Records below:

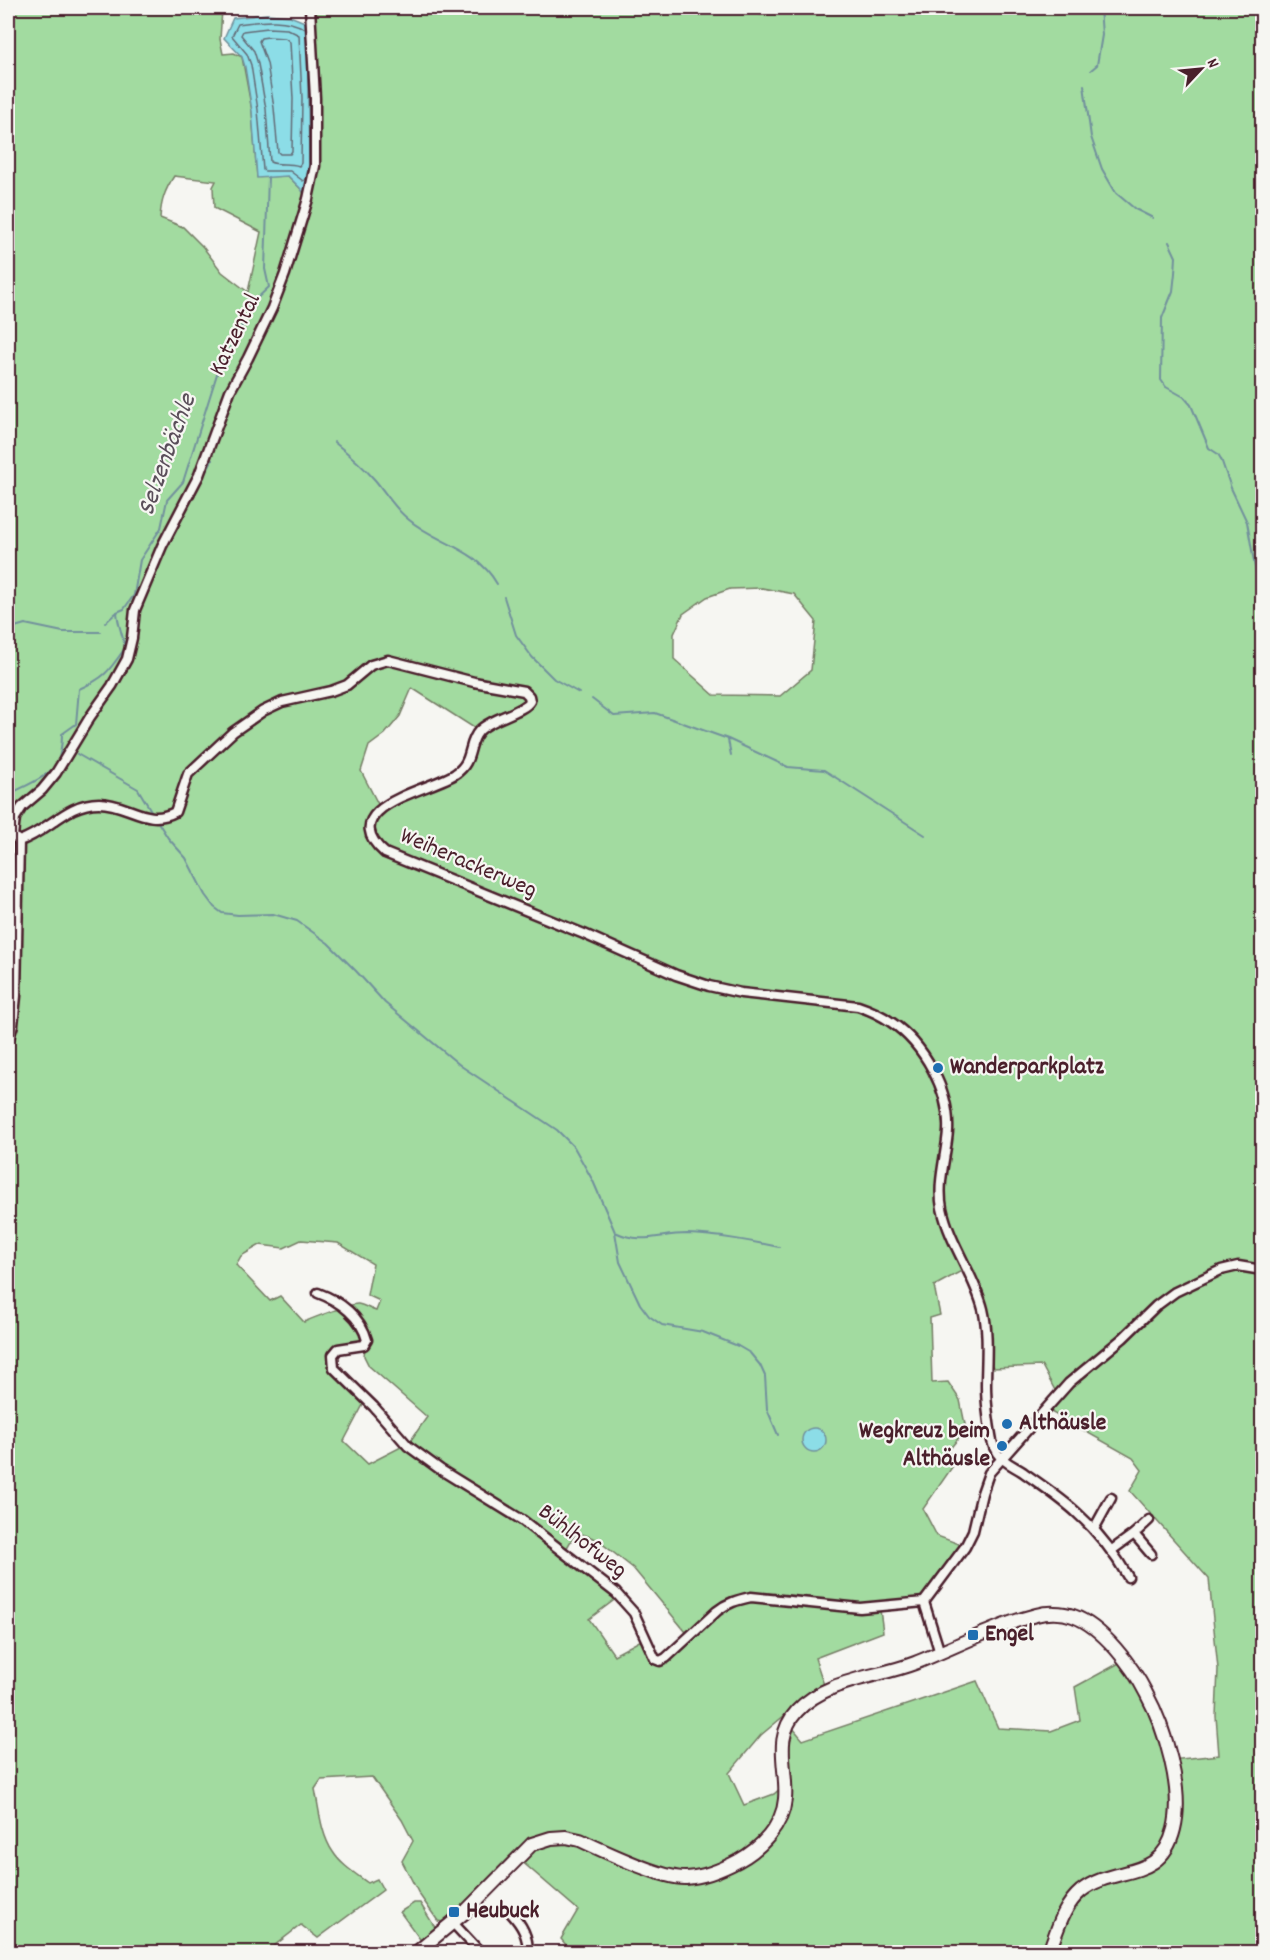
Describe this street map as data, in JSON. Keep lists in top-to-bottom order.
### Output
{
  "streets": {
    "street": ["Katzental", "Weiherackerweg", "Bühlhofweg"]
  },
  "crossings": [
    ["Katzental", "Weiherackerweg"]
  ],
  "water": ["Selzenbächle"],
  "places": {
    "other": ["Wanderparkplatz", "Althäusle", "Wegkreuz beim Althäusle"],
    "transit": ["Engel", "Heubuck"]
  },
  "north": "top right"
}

End of Records.

▶ What is required
Although the records contain pictures, the output must hold only their exact wording.

▶ Response
Describe this street map as data, in JSON. Keep lists in top-to-bottom order.
### Output
{
  "streets": {
    "street": ["Katzental", "Weiherackerweg", "Bühlhofweg"]
  },
  "crossings": [
    ["Katzental", "Weiherackerweg"]
  ],
  "water": ["Selzenbächle"],
  "places": {
    "other": ["Wanderparkplatz", "Althäusle", "Wegkreuz beim Althäusle"],
    "transit": ["Engel", "Heubuck"]
  },
  "north": "top right"
}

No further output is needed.